_Exercise instructions_. Transcribe, word for word, every line from the one containing "Transcribe the names" through the final line of the records, and omit the pictures.

── Given entries ──

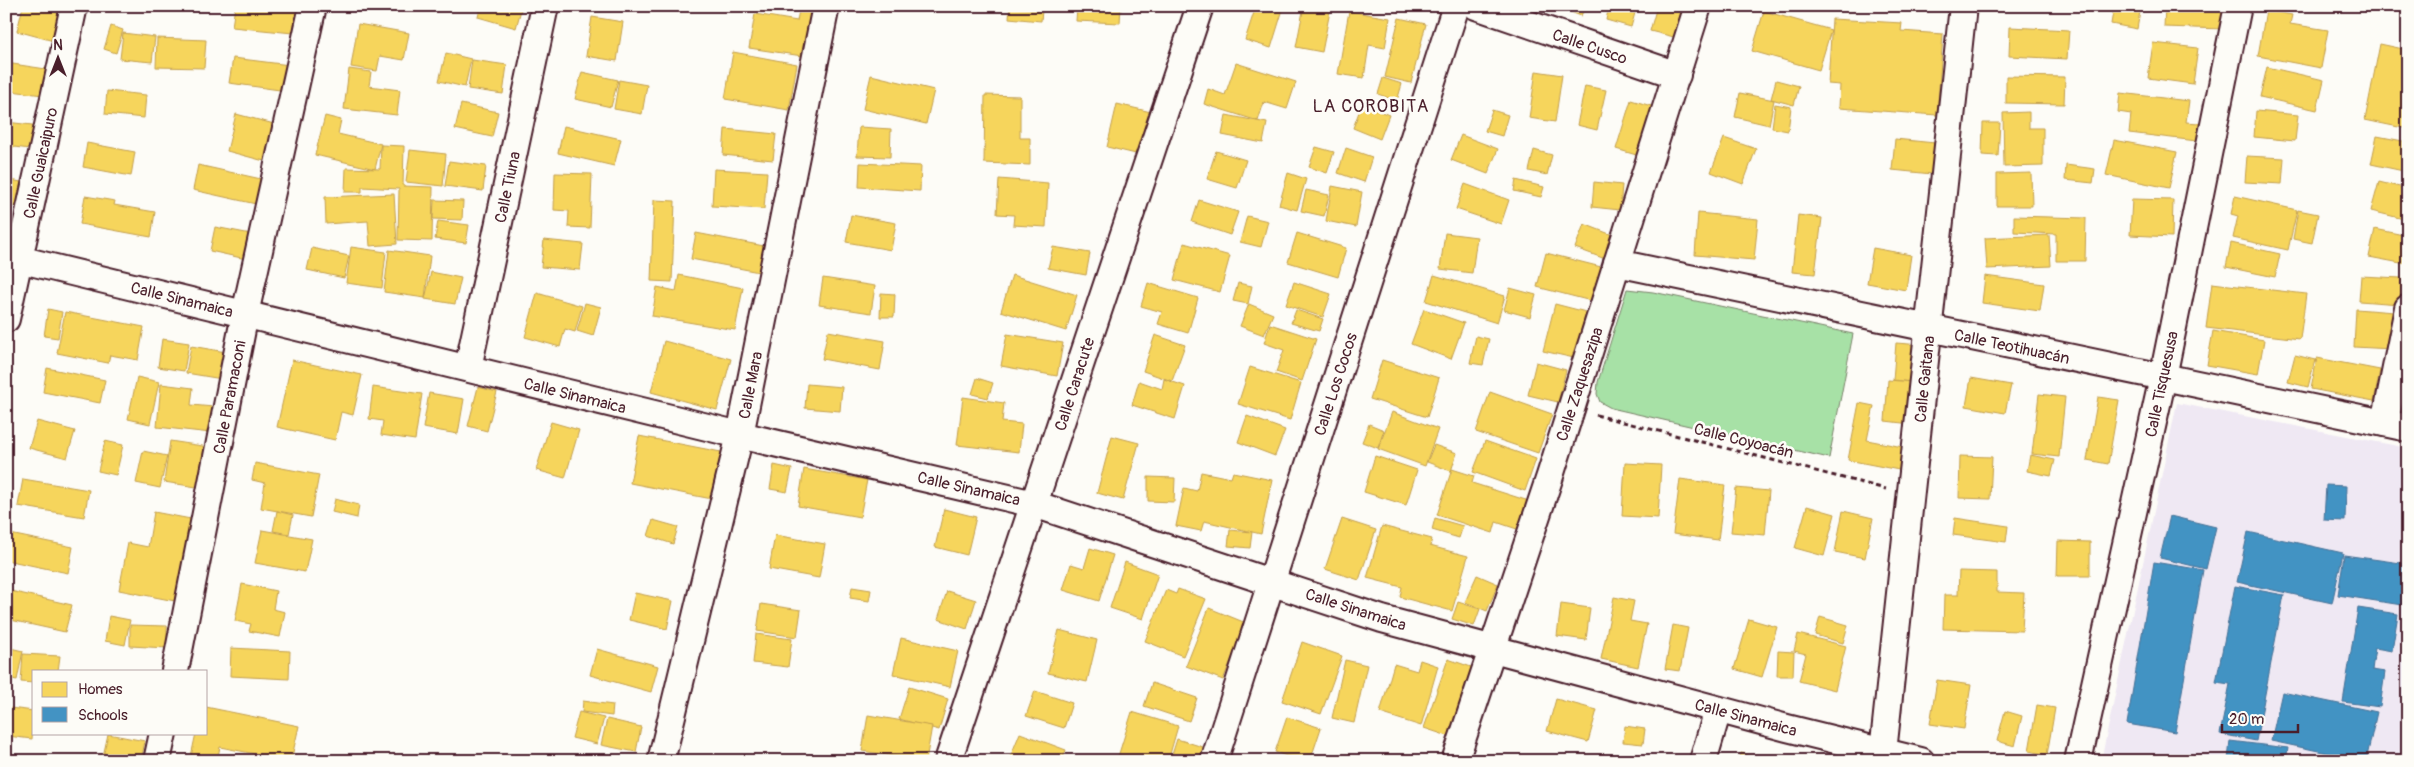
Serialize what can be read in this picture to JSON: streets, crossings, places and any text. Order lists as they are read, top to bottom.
{
  "streets": {
    "street": [
      "Calle Cusco",
      "Calle Guaicaipuro",
      "Calle Tiuna",
      "Calle Sinamaica",
      "Calle Teotihuacán",
      "Calle Gaitana",
      "Calle Caracute",
      "Calle Los Cocos",
      "Calle Zaquesazipa",
      "Calle Tisquesusa",
      "Calle Mara",
      "Calle Paramaconi"
    ],
    "path": ["Calle Coyoacán"]
  },
  "crossings": [
    ["Calle Cusco", "Calle Zaquesazipa"],
    ["Calle Guaicaipuro", "Calle Sinamaica"],
    ["Calle Tiuna", "Calle Sinamaica"],
    ["Calle Sinamaica", "Calle Gaitana"],
    ["Calle Sinamaica", "Calle Caracute"],
    ["Calle Sinamaica", "Calle Los Cocos"],
    ["Calle Sinamaica", "Calle Zaquesazipa"],
    ["Calle Sinamaica", "Calle Mara"],
    ["Calle Sinamaica", "Calle Paramaconi"],
    ["Calle Teotihuacán", "Calle Gaitana"],
    ["Calle Teotihuacán", "Calle Zaquesazipa"],
    ["Calle Teotihuacán", "Calle Tisquesusa"],
    ["Calle Gaitana", "Calle Coyoacán"],
    ["Calle Zaquesazipa", "Calle Coyoacán"]
  ],
  "districts": ["LA COROBITA"],
  "legend": ["Homes", "Schools"],
  "scale_bar": "20 m",
  "north": "top"
}
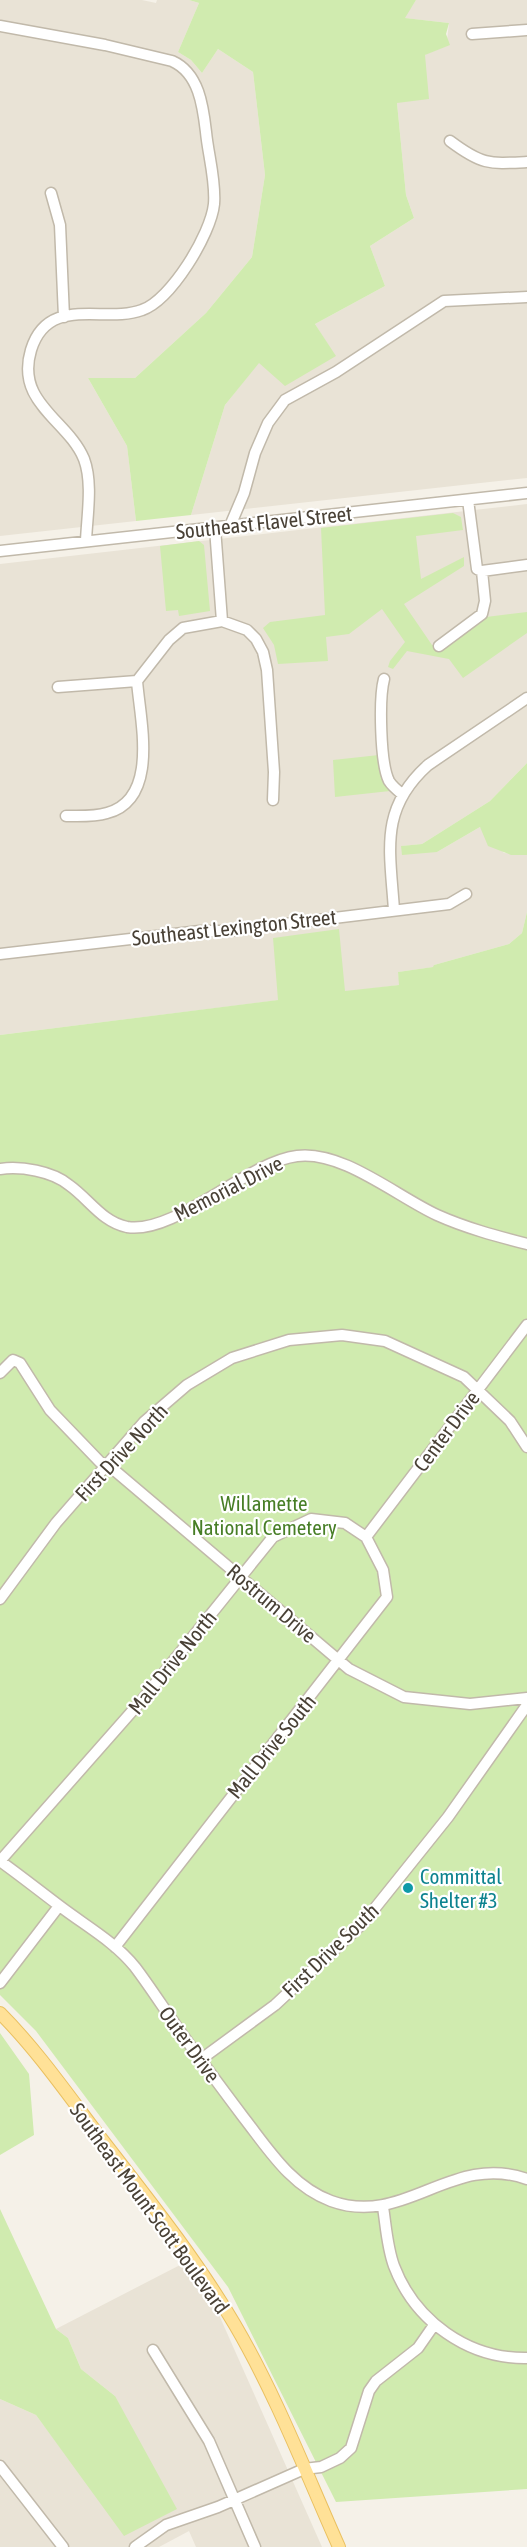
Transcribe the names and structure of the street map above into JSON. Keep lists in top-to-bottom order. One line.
{"streets":{"main road":["Southeast Mount Scott Boulevard"],"street":["Southeast Flavel Street","Southeast Lexington Street","Memorial Drive","Center Drive","First Drive North","Rostrum Drive","Mall Drive North","Mall Drive South","First Drive South","Outer Drive"]},"crossings":[["Center Drive","First Drive North"],["Center Drive","Mall Drive North"],["Center Drive","Mall Drive South"],["First Drive North","Rostrum Drive"],["Rostrum Drive","Mall Drive North"],["Rostrum Drive","Mall Drive South"],["Mall Drive North","Mall Drive South"],["Mall Drive North","Outer Drive"],["Mall Drive South","Outer Drive"],["First Drive South","Outer Drive"]],"parks":["Willamette National Cemetery"],"places":["Committal Shelter #3"]}
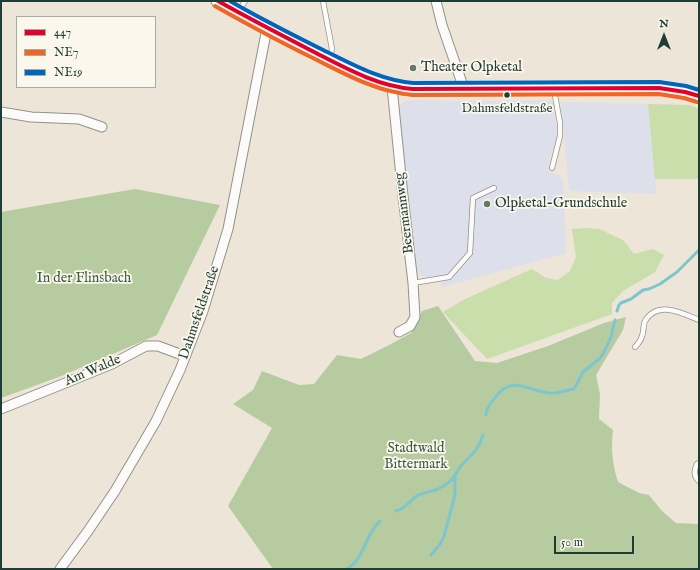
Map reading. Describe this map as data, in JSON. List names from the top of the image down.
{
  "streets": {
    "street": ["Beermannweg", "Dahmsfeldstraße", "Am Walde"]
  },
  "crossings": [
    ["Dahmsfeldstraße", "Am Walde"]
  ],
  "parks": ["In der Flinsbach", "Stadtwald Bittermark"],
  "places": ["Theater Olpketal", "Dahmsfeldstraße", "Olpketal-Grundschule"],
  "lines": ["transit line 447", "transit line NE19", "transit line NE7"],
  "legend": ["447", "NE7", "NE19"],
  "scale_bar": "50 m",
  "north": "top"
}
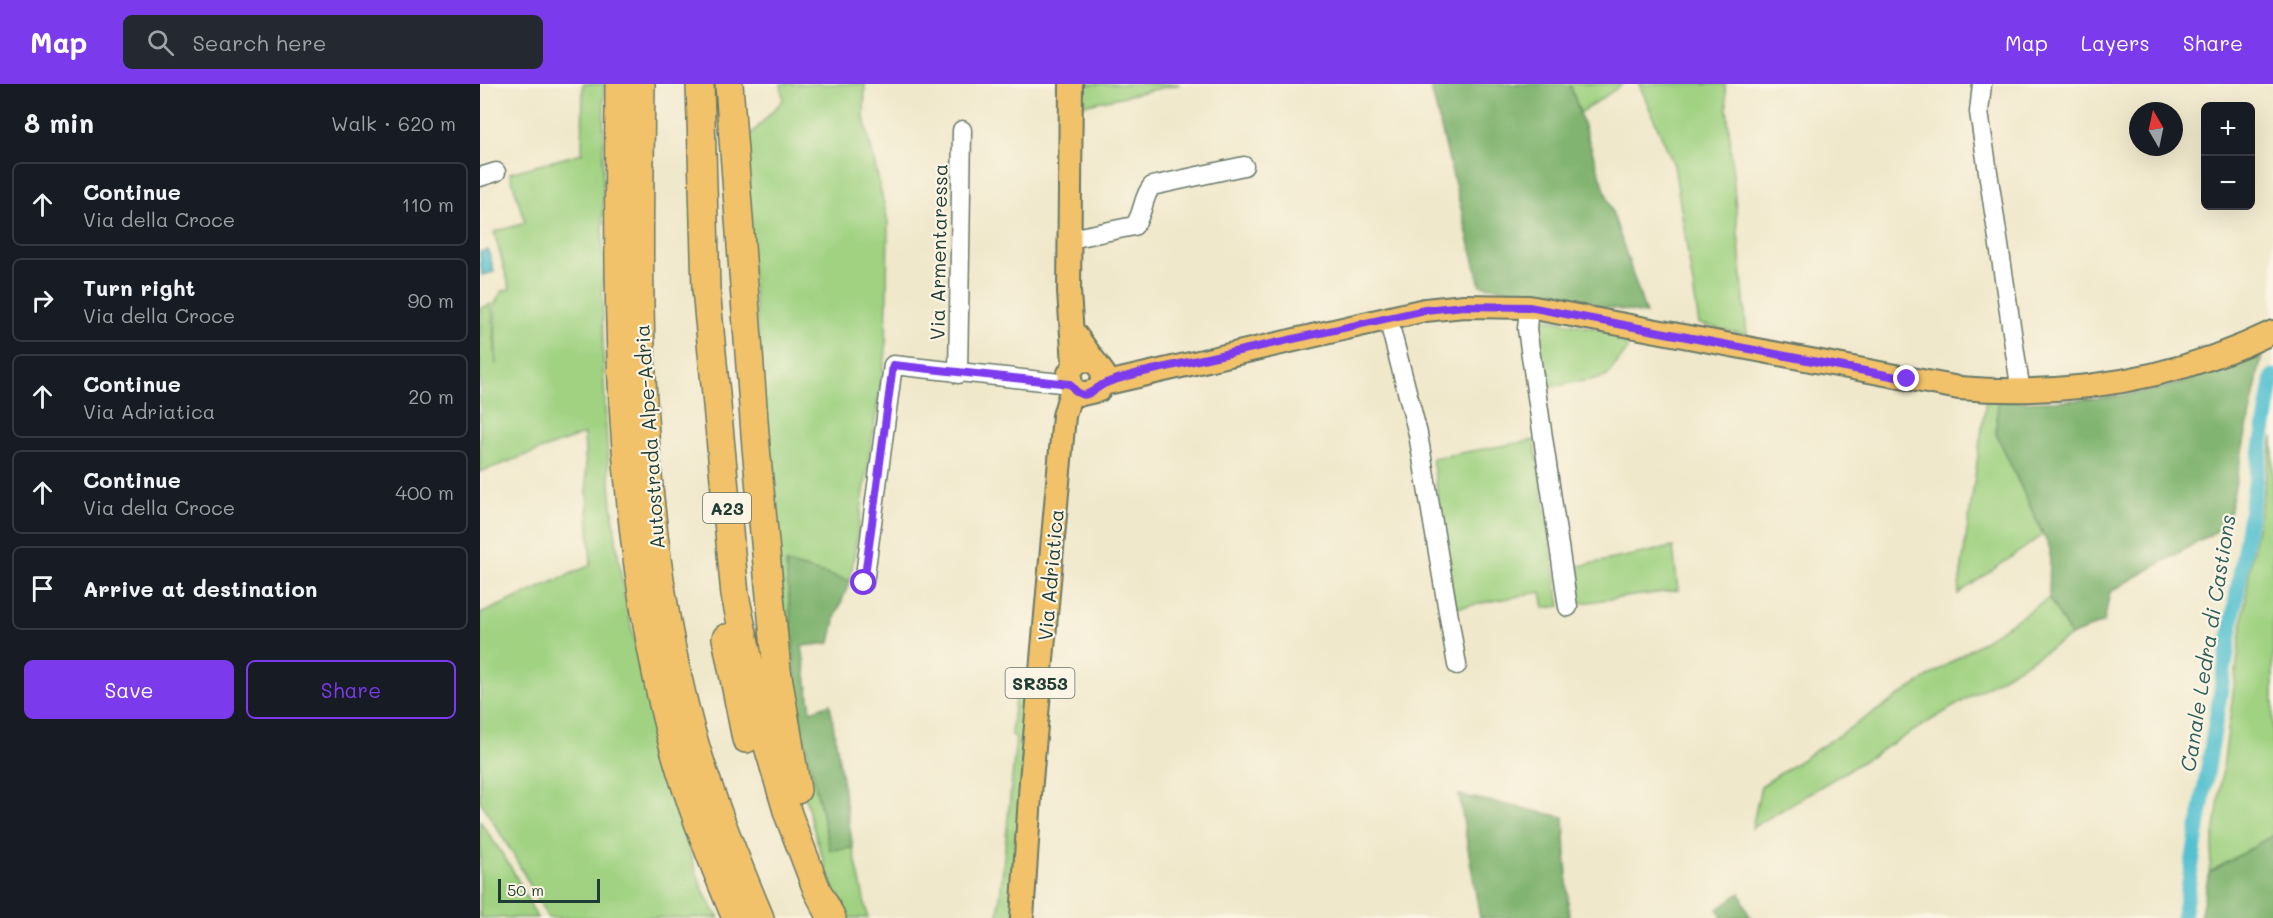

───

_Solution for this exercise_.
Transcribe the names and structure of the street map above into JSON. Keep lists in top-to-bottom order. One line.
{"streets":{"main road":["Southeast Mount Scott Boulevard"],"street":["Southeast Flavel Street","Southeast Lexington Street","Memorial Drive","Center Drive","First Drive North","Rostrum Drive","Mall Drive North","Mall Drive South","First Drive South","Outer Drive"]},"crossings":[["Center Drive","First Drive North"],["Center Drive","Mall Drive North"],["Center Drive","Mall Drive South"],["First Drive North","Rostrum Drive"],["Rostrum Drive","Mall Drive North"],["Rostrum Drive","Mall Drive South"],["Mall Drive North","Mall Drive South"],["Mall Drive North","Outer Drive"],["Mall Drive South","Outer Drive"],["First Drive South","Outer Drive"]],"parks":["Willamette National Cemetery"],"places":["Committal Shelter #3"]}
Map reading. Describe this map as data, in JSON. List names from the top of the image down.
{
  "streets": {
    "street": ["Beermannweg", "Dahmsfeldstraße", "Am Walde"]
  },
  "crossings": [
    ["Dahmsfeldstraße", "Am Walde"]
  ],
  "parks": ["In der Flinsbach", "Stadtwald Bittermark"],
  "places": ["Theater Olpketal", "Dahmsfeldstraße", "Olpketal-Grundschule"],
  "lines": ["transit line 447", "transit line NE19", "transit line NE7"],
  "legend": ["447", "NE7", "NE19"],
  "scale_bar": "50 m",
  "north": "top"
}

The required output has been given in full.